Safa has this innate ability to create beauty, crafting aesthetics through painting, fashion design, sewing, and even as a hairdresser. Her mobile phone is bursting with photographic evidence of her creative work, from beautifully coiffed brides with dramatic makeup, to the delicate stitchings of a Kurdish dress.
Road to Independence
Safa dreams of owning her own business one day, channeling this passion for beauty into an opportunity for independence.Safa is now working towards this dream as a student at our WorkWell center in northern Iraq, a tech space for young refugees to become entrepreneurs, coders, and freelancers. “I had no computer in my house as my family was so poor. Now I am able to get much information and I think I can get a good job through this,” she tells us with excited anticipation.
It has not been a simple journey for Safa, who was displaced from her home and now lives in northern Iraq’s city of Dohuk. The opportunities we so often take for granted were never afforded to her, the obstacles between her dreams and reality seemingly momentous.
But this didn’t stop her; she had a dream and she fought for it.
When Safa took her final high school exams, she had no books to study from. She had to leave them in Mosul when ISIS came. Her family left with nothing but the clothes on their backs, her school books left behind in the home she will never go back to.
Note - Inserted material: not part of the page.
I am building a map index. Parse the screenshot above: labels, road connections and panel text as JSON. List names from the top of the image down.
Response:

As she wrote her exams Safa drew from what she could remember from the days back at school. She had gone through a lot since then—escaping Mosul by the River Tigris into Kurdistan, living in an abandoned school for six months, then eventually making her way to a refugee camp in Dohuk.
She fought hard and passed all her exams, then fought even harder when she was told by her father she could not study English—a language she has discovered a great passion for.
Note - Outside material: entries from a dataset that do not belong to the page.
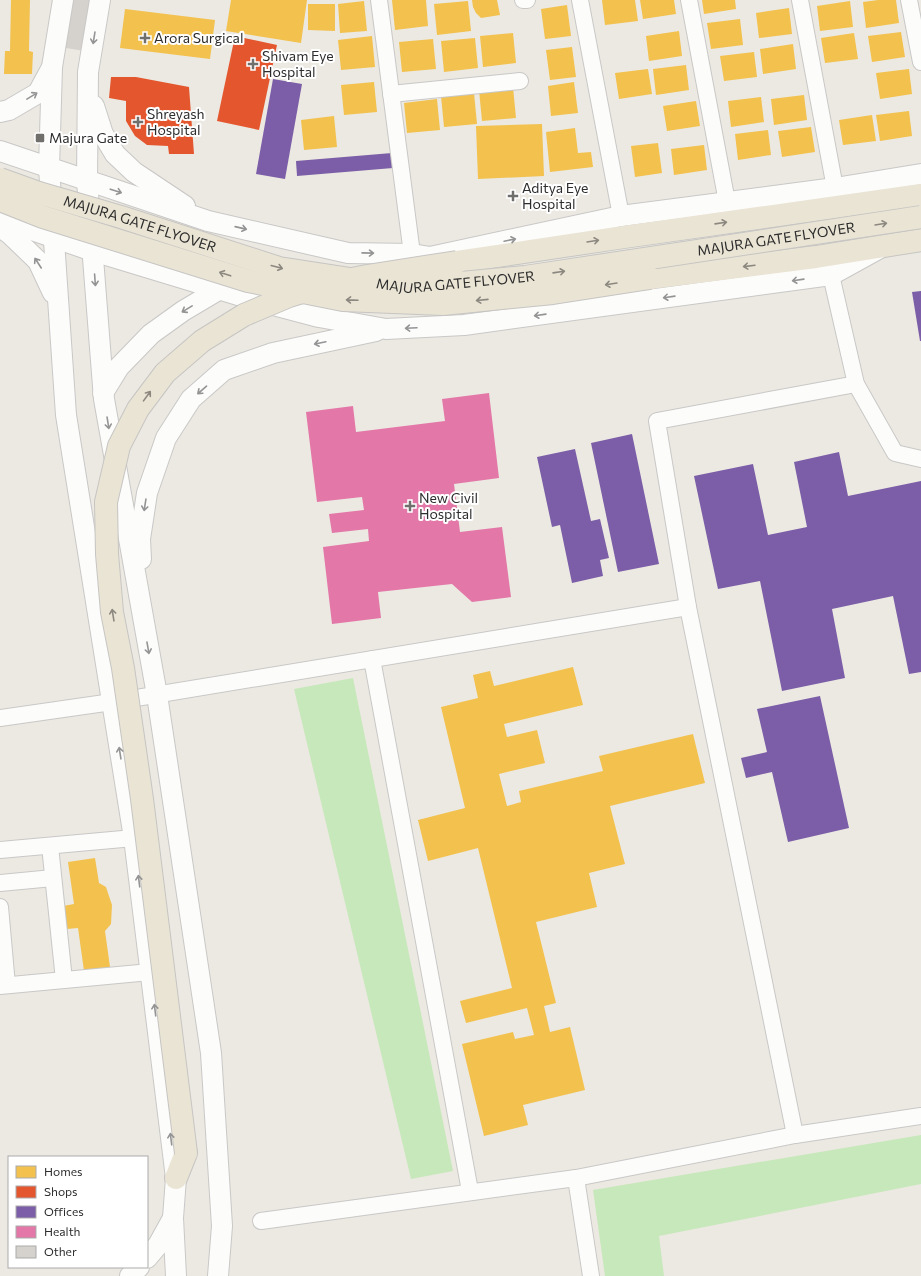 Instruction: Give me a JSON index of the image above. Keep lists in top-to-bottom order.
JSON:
{
  "streets": {
    "highway": ["MAJURA GATE FLYOVER"]
  },
  "places": {
    "health": [
      "Arora Surgical",
      "Shivam Eye Hospital",
      "Shreyash Hospital",
      "Aditya Eye Hospital",
      "New Civil Hospital"
    ],
    "transit": ["Majura Gate"]
  },
  "legend": [
    "Homes",
    "Shops",
    "Offices",
    "Health",
    "Other"
  ]
}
When her parents refused to support her in her studies, Safa did it anyway. She took on a full-time job to fund her education, working and studying every day from eight in the morning until ten at night.
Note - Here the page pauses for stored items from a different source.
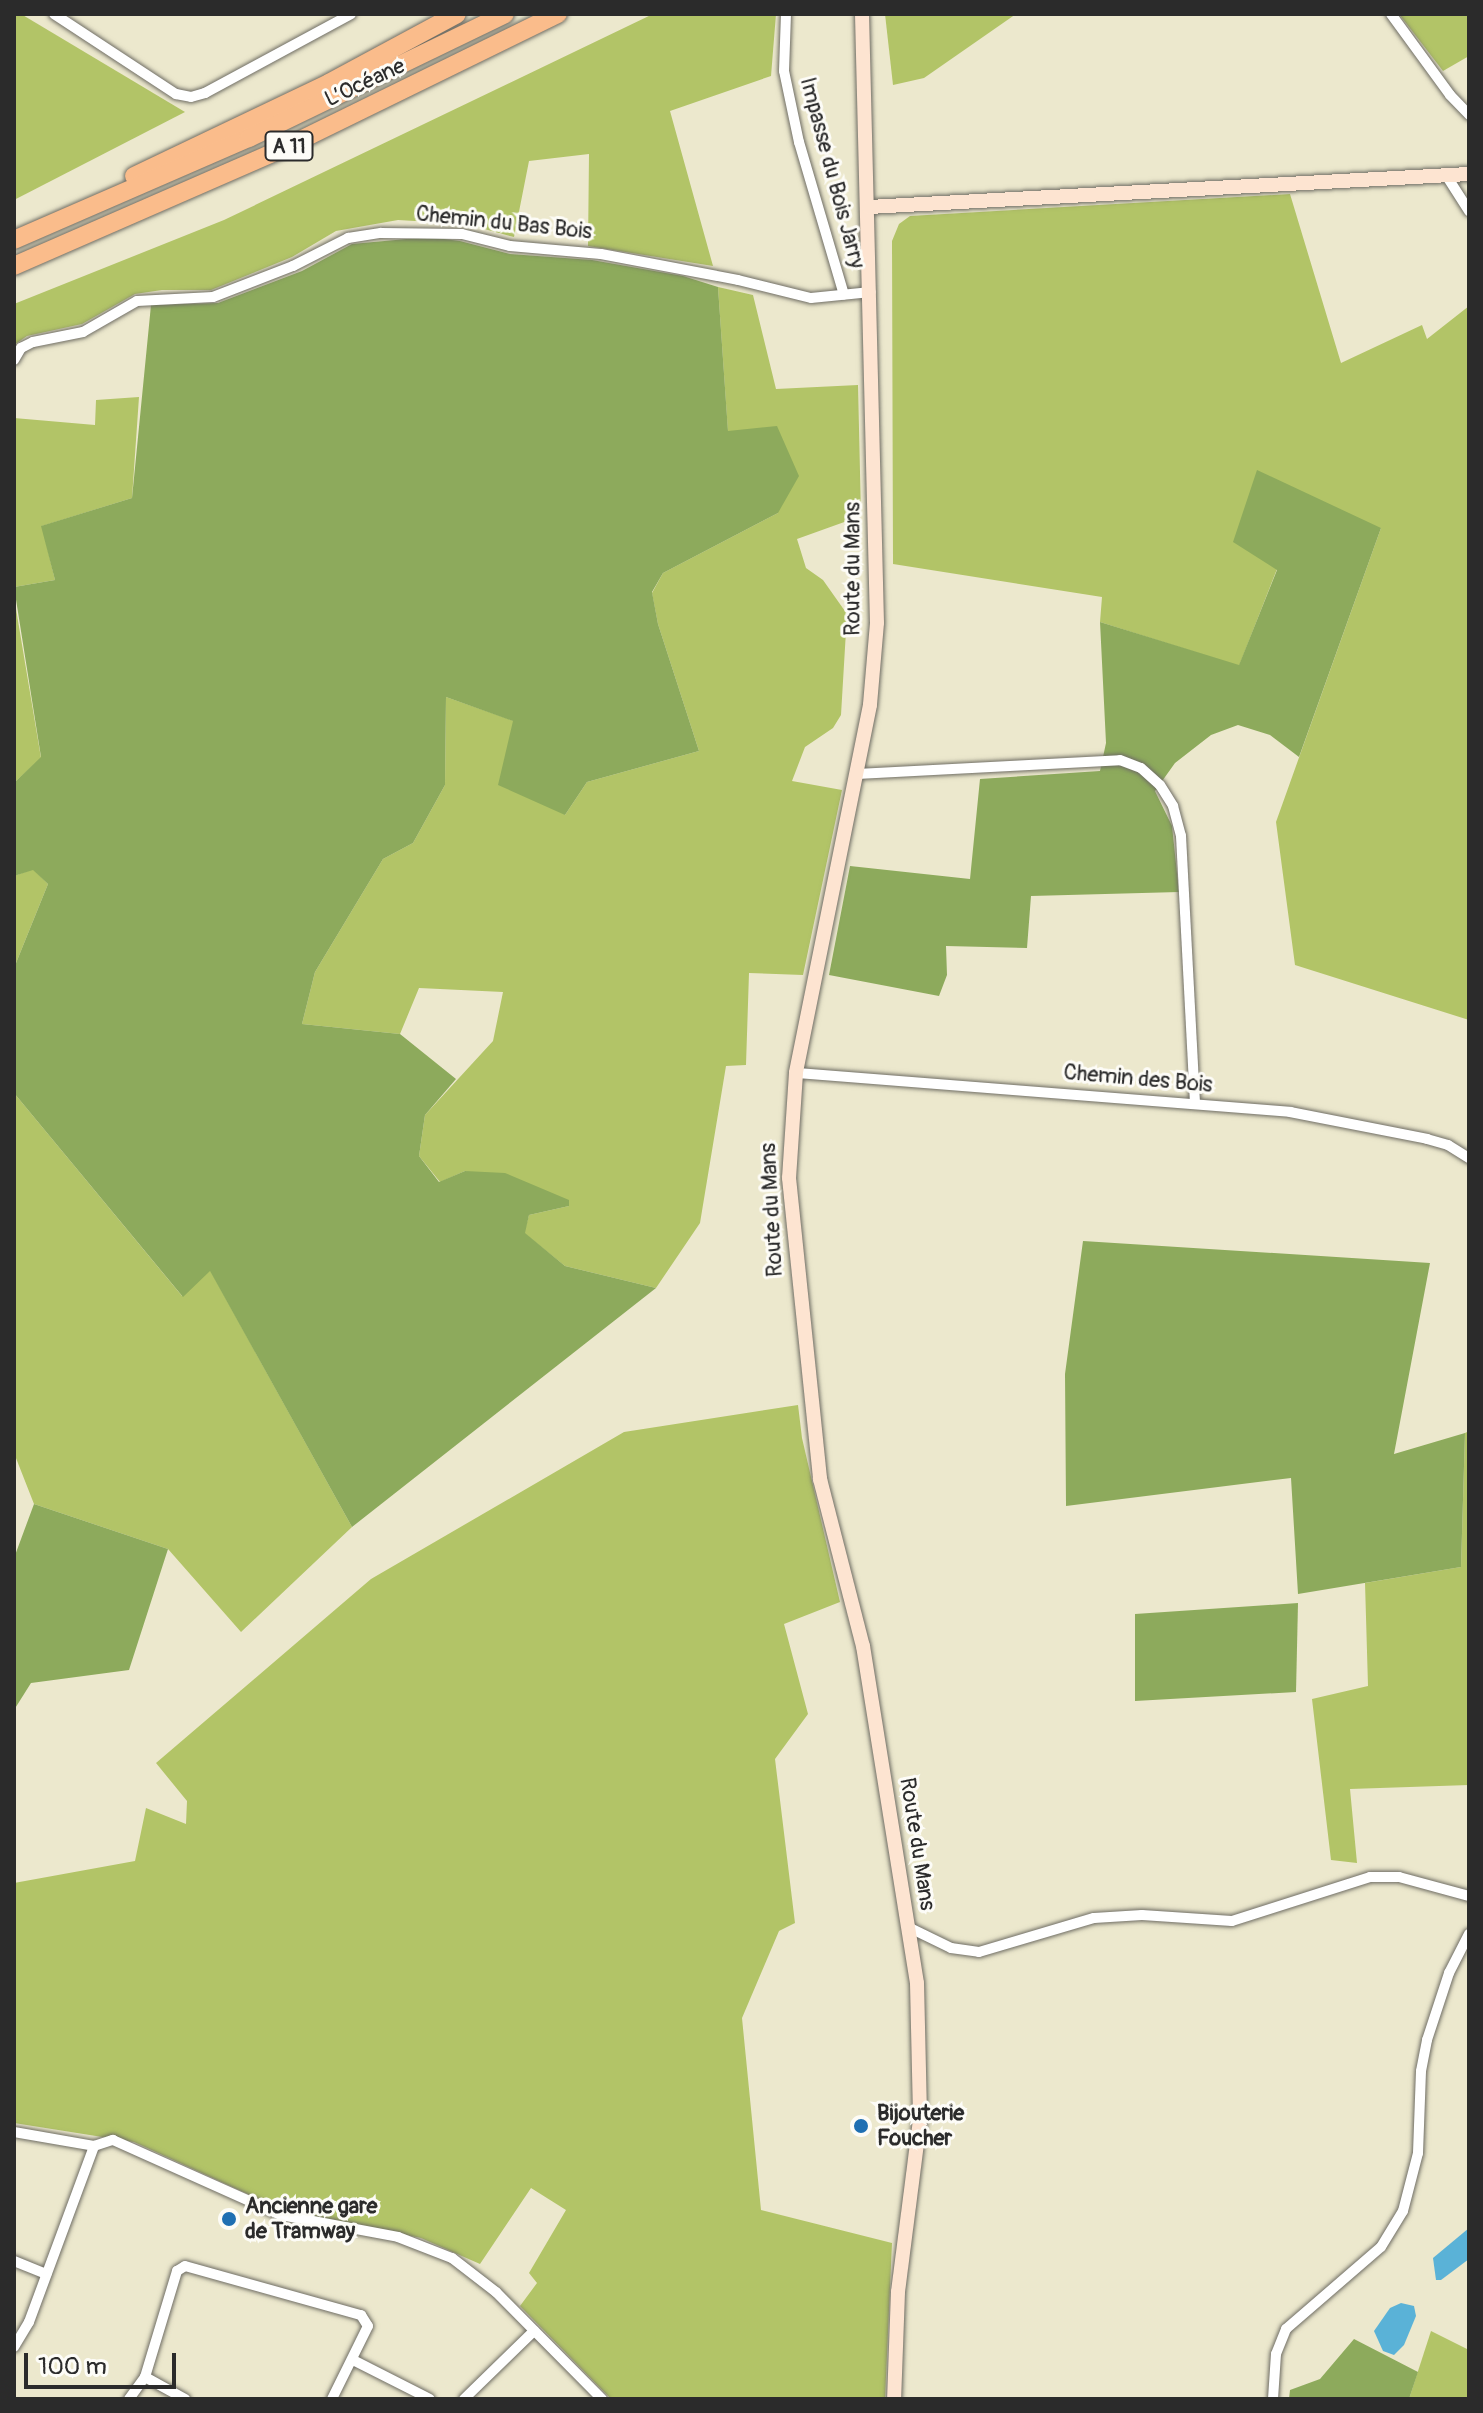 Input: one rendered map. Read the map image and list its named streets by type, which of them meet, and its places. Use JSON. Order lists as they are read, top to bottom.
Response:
{
  "streets": {
    "highway": ["L’Océane", "A 11"],
    "street": [
      "Impasse du Bois Jarry",
      "Chemin du Bas Bois",
      "Route du Mans",
      "Chemin des Bois"
    ]
  },
  "crossings": [
    ["Impasse du Bois Jarry", "Chemin du Bas Bois"],
    ["Chemin du Bas Bois", "Route du Mans"],
    ["Route du Mans", "Chemin des Bois"]
  ],
  "places": ["Bijouterie Foucher", "Ancienne gare de Tramway"],
  "scale_bar": "100 m"
}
“I didn’t need anything other than to speak English,” she remembers, as she now weaves together well-crafted English sentences of dreams and ambition.
Now at Workwell, Safa has honed her English and is diving into the world of computers and accounting. These weren’t topics that have ever piqued her attention—in fact, she feared she couldn’t do it at all—but she was drawn to them simply because of the challenge. And through this, she has found an array of avenues to pursue her many dreams.
In a life of obstacles, Safa has powered on, despite the grief she had endured through the injustice of displacement and the loss of home and community. Safa was not going to let this get in the way of all that she knew she could be.
“I have many dreams,” she says. “Women must fight to achieve their dreams and not give up.”